]> git.ipfire.org Git - thirdparty/zstd.git/commitdiff
Optimize ZSTD_decodeSequence by another x%
authorDanila Kutenin <kutdanila@yandex.ru>
Sat, 29 May 2021 17:21:10 +0000 (18:21 +0100)
committerDanila Kutenin <kutdanila@yandex.ru>
Sat, 29 May 2021 17:21:10 +0000 (18:21 +0100)
lib/common/bitstream.h
lib/decompress/zstd_decompress_block.c

index 2e5a933ad3dd15349b2ae114e5fc5757e0923543..1a494ee8567208755f9c1724cbe2ca1d1346946f 100644 (file)

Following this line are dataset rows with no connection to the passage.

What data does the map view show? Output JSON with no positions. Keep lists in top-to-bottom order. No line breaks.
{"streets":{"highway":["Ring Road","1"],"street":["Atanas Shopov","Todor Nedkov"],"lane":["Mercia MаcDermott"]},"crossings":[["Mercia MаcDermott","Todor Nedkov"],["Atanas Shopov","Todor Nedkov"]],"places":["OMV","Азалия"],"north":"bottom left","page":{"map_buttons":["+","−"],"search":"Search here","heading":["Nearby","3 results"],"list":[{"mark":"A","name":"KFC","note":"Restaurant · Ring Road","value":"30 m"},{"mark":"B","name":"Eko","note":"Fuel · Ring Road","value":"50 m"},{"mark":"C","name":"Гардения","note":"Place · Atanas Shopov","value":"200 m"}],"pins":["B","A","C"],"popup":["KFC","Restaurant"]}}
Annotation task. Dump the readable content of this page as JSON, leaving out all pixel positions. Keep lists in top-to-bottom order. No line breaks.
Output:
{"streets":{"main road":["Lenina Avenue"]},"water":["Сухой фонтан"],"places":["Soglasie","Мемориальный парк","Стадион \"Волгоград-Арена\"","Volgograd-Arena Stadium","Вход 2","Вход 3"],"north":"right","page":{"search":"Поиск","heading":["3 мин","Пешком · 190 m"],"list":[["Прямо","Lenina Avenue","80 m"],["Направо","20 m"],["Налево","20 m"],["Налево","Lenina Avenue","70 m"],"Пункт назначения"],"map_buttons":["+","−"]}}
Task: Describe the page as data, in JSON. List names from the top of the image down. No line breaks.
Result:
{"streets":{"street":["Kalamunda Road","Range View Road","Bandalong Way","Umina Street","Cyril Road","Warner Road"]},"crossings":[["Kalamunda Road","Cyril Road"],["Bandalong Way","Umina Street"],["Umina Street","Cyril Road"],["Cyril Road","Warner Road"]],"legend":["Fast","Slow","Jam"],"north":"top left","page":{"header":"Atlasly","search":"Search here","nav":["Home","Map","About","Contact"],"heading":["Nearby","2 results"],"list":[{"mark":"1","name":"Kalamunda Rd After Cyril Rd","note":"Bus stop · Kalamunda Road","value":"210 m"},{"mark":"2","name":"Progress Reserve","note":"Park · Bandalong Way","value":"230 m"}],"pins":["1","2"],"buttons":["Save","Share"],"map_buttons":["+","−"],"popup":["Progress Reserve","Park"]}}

@@ -332,7 +332,17 @@ MEM_STATIC FORCE_INLINE_ATTR size_t BIT_getMiddleBits(size_t bitContainer, U32 c
     U32 const regMask = sizeof(bitContainer)*8 - 1;
     /* if start > regMask, bitstream is corrupted, and result is undefined */
     assert(nbBits < BIT_MASK_SIZE);
+    /* x86 transform & ((1 << nbBits) - 1) to bzhi instruction, it is better
+     * than accessing memory. When bmi2 instruction is not present, we consider
+     * such cpus old (pre-Haswell, 2013) and their performance is not of that
+     * importance.
+     */
+#if defined(__x86_64__) || defined(_M_X86)
+    U64 const one = 1;
+    return (bitContainer >> (start & regMask)) & ((one << nbBits) - 1);
+#else
     return (bitContainer >> (start & regMask)) & BIT_mask[nbBits];
+#endif
 }
 
 MEM_STATIC FORCE_INLINE_ATTR size_t BIT_getLowerBits(size_t bitContainer, U32 const nbBits)
index 349dcdc333627adea2549a2c0e3697fb6bcb1fc3..6c40be4163e76b2d0087b3d6441161071fc80eeb 100644 (file)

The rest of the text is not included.